**Records provided:**
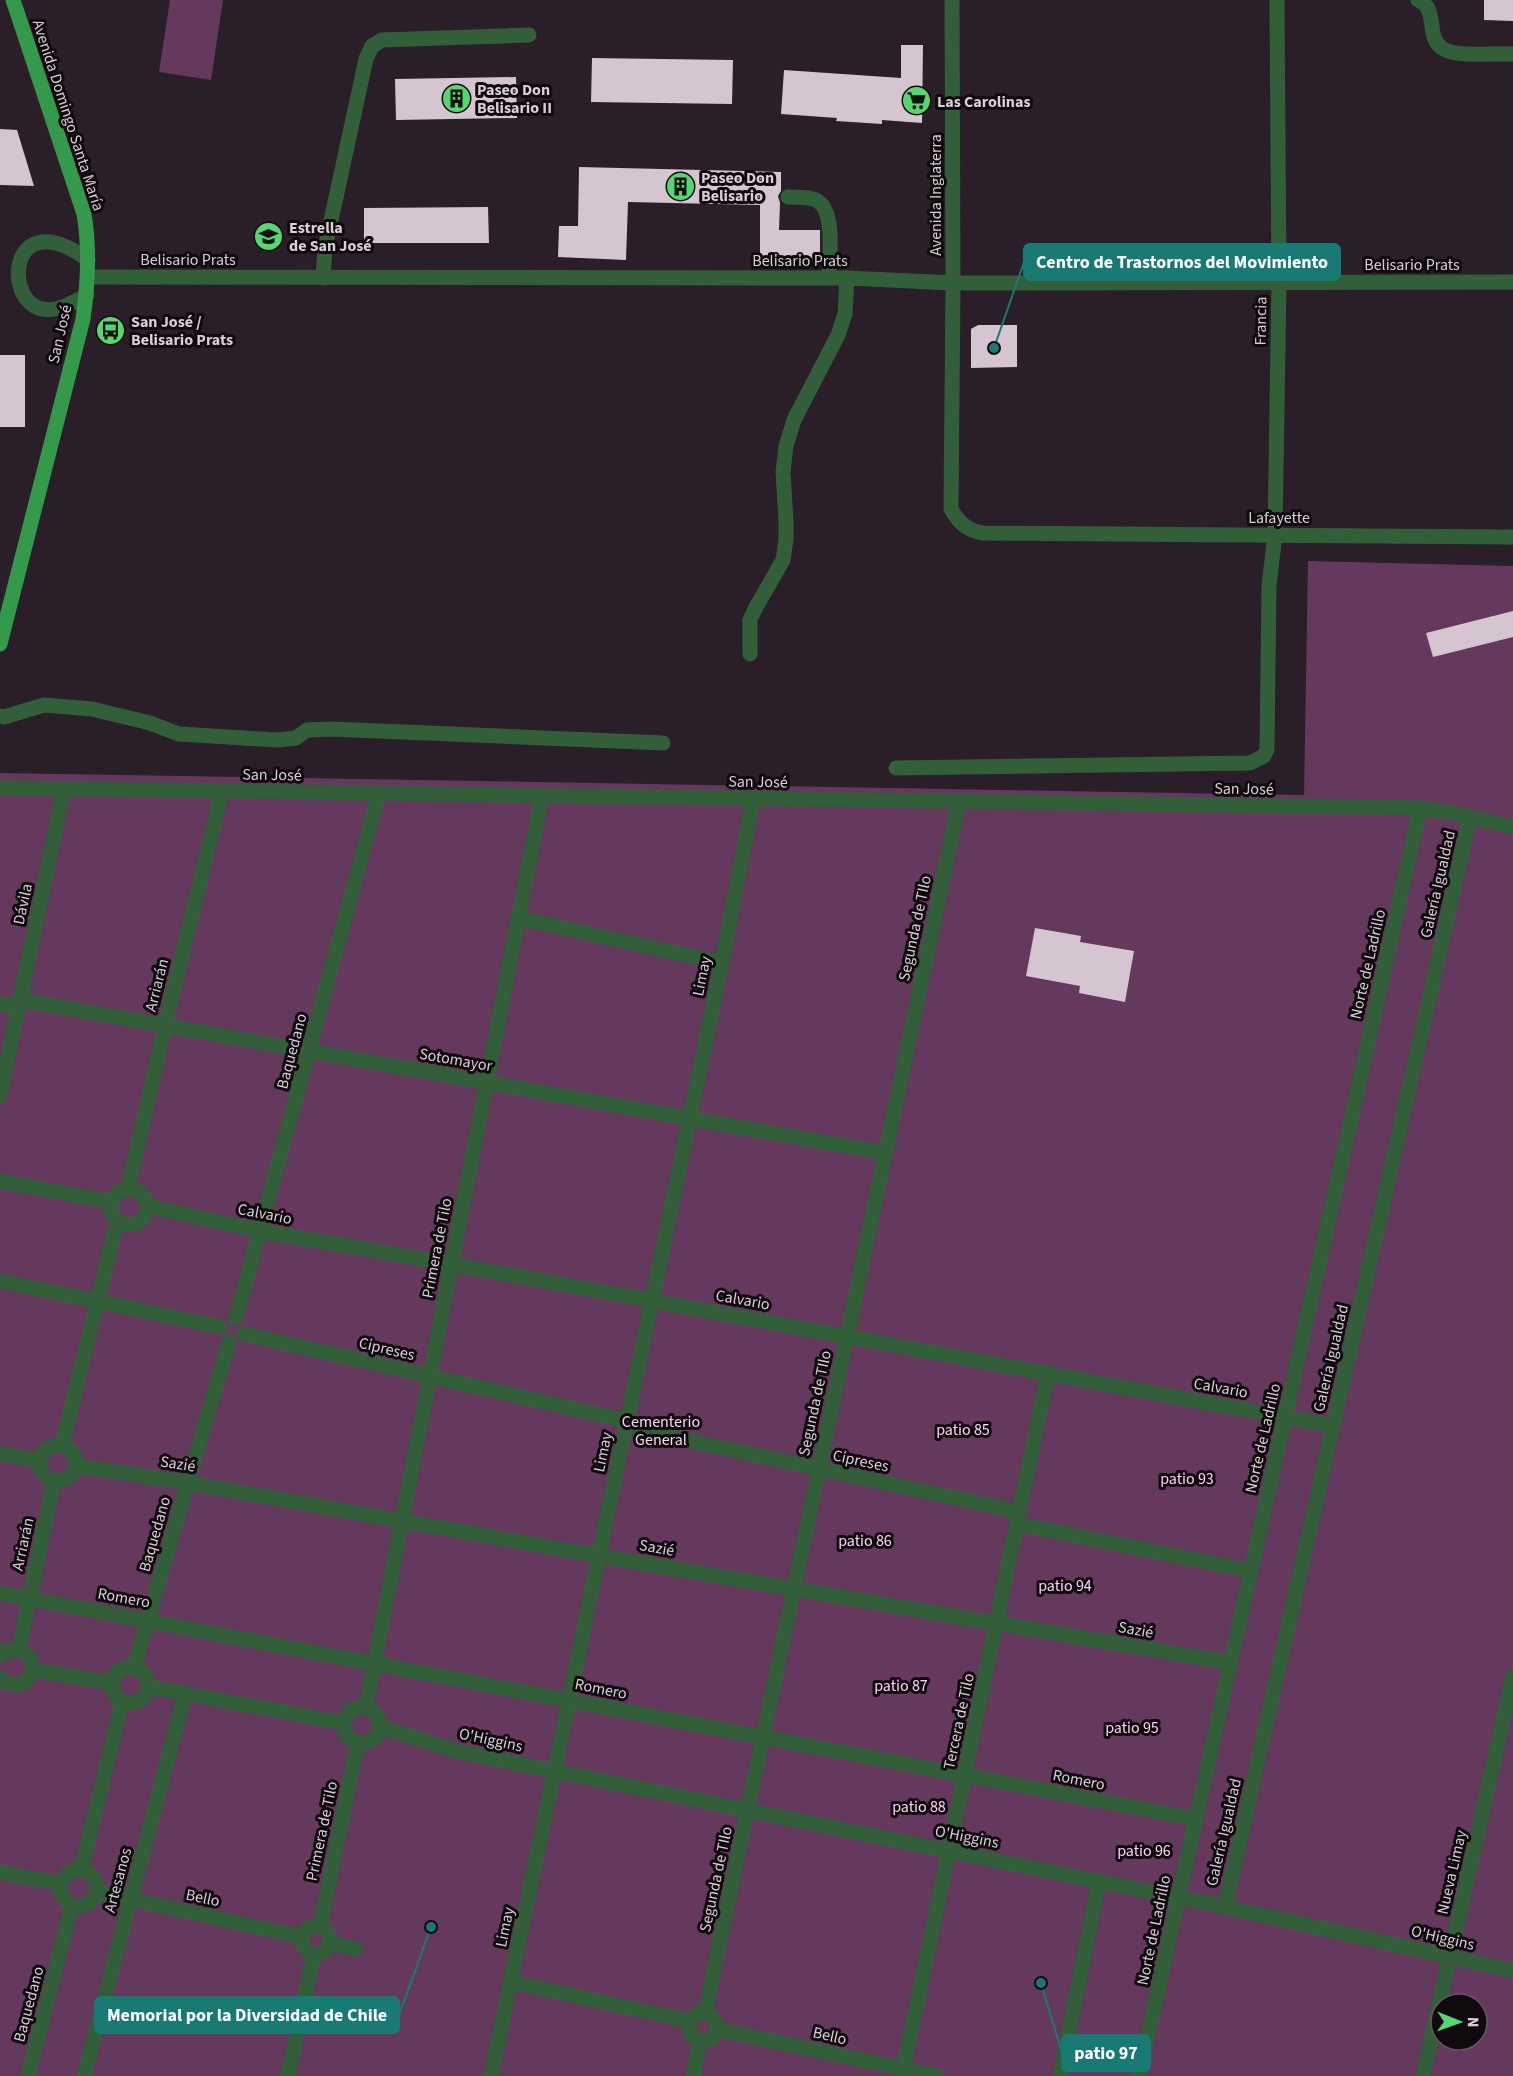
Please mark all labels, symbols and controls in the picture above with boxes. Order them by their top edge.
street label: Avenida Domingo Santa María [27,17,109,214]
place label: Paseo Don Belisario II [477,79,552,119]
building icon: Paseo Don Belisario II [440,82,472,114]
supermarket icon: Las Carolinas [900,85,932,117]
place label: Las Carolinas [937,91,1031,113]
street label: Avenida Inglaterra [925,134,947,256]
place label: Paseo Don Belisario [701,167,774,207]
building icon: Paseo Don Belisario [664,170,696,202]
place label: Estrella de San José [289,217,372,257]
school or university icon: Estrella de San José [252,220,284,252]
callout: Centro de Trastornos del Movimiento [1024,244,1340,280]
street label: Belisario Prats [140,249,236,271]
street label: Belisario Prats [752,250,848,272]
text: Centro de Trastornos del Movimiento [1036,250,1328,275]
street label: Belisario Prats [1364,254,1460,276]
street label: Francia [1250,296,1272,346]
street label: San José [43,303,77,366]
place label: San José / Belisario Prats [131,311,233,351]
bus stop icon: San José / Belisario Prats [94,314,126,346]
street label: Lafayette [1248,507,1310,529]
street label: San José [242,763,302,787]
street label: San José [728,770,788,794]
street label: San José [1214,777,1274,801]
street label: Galería Igualdad [1415,828,1461,940]
street label: Segunda de TIlo [893,873,937,983]
street label: Dávila [8,882,38,927]
street label: Norte de Ladrillo [1345,907,1391,1021]
street label: Limay [687,954,717,998]
street label: Arriarán [140,956,174,1014]
street label: Baquedano [271,1011,313,1091]
street label: Sotomayor [418,1043,494,1077]
street label: Primera de Tilo [417,1196,457,1300]
street label: Calvario [236,1198,294,1230]
street label: Calvario [714,1284,772,1316]
street label: Galería Igualdad [1308,1302,1354,1414]
street label: Cipreses [357,1332,417,1366]
street label: Segunda de TIlo [793,1348,837,1458]
street label: Calvario [1192,1372,1250,1404]
street label: Norte de Ladrillo [1240,1381,1286,1495]
park label: Cementerio General [622,1411,700,1451]
park label: patio 85 [936,1419,990,1441]
street label: Limay [588,1430,618,1474]
street label: Cipreses [831,1444,891,1478]
street label: Sazié [159,1450,197,1478]
park label: patio 93 [1160,1468,1214,1490]
street label: Baquedano [134,1494,176,1574]
street label: Arriarán [7,1516,39,1573]
park label: patio 86 [838,1530,892,1552]
street label: Sazié [638,1534,676,1562]
park label: patio 94 [1038,1575,1092,1597]
street label: Romero [96,1583,152,1613]
street label: Sazié [1117,1616,1155,1644]
street label: Tercera de Tilo [938,1671,980,1771]
street label: Romero [573,1673,629,1705]
park label: patio 87 [874,1675,928,1697]
park label: patio 95 [1105,1717,1159,1739]
street label: O'Higgins [457,1723,525,1758]
street label: Romero [1051,1764,1107,1796]
street label: Galería Igualdad [1201,1776,1247,1888]
street label: Primera de Tilo [301,1779,343,1883]
park label: patio 88 [892,1796,946,1818]
street label: O'Higgins [933,1820,1001,1854]
street label: Segunda de TIlo [694,1824,738,1934]
street label: Nueva Limay [1432,1827,1472,1917]
park label: patio 96 [1117,1840,1171,1862]
street label: Artesanos [99,1845,137,1915]
street label: Norte de Ladrillo [1132,1873,1176,1987]
street label: Bello [184,1884,222,1912]
street label: Limay [490,1905,520,1949]
street label: O'Higgins [1409,1920,1477,1956]
street label: Baquedano [8,1964,50,2044]
north arrow [1429,1992,1489,2052]
callout: Memorial por la Diversidad de Chile [95,1997,399,2033]
text: Memorial por la Diversidad de Chile [107,2003,387,2028]
text: N [1462,2017,1484,2028]
street label: Bello [811,2021,849,2051]
callout: patio 97 [1062,2035,1150,2071]
text: patio 97 [1074,2041,1138,2066]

**What you need to do:** Go through the records above and, whenever a line includes the word "Chile", copy it.

**Solution:**
callout: Memorial por la Diversidad de Chile [95,1997,399,2033]
text: Memorial por la Diversidad de Chile [107,2003,387,2028]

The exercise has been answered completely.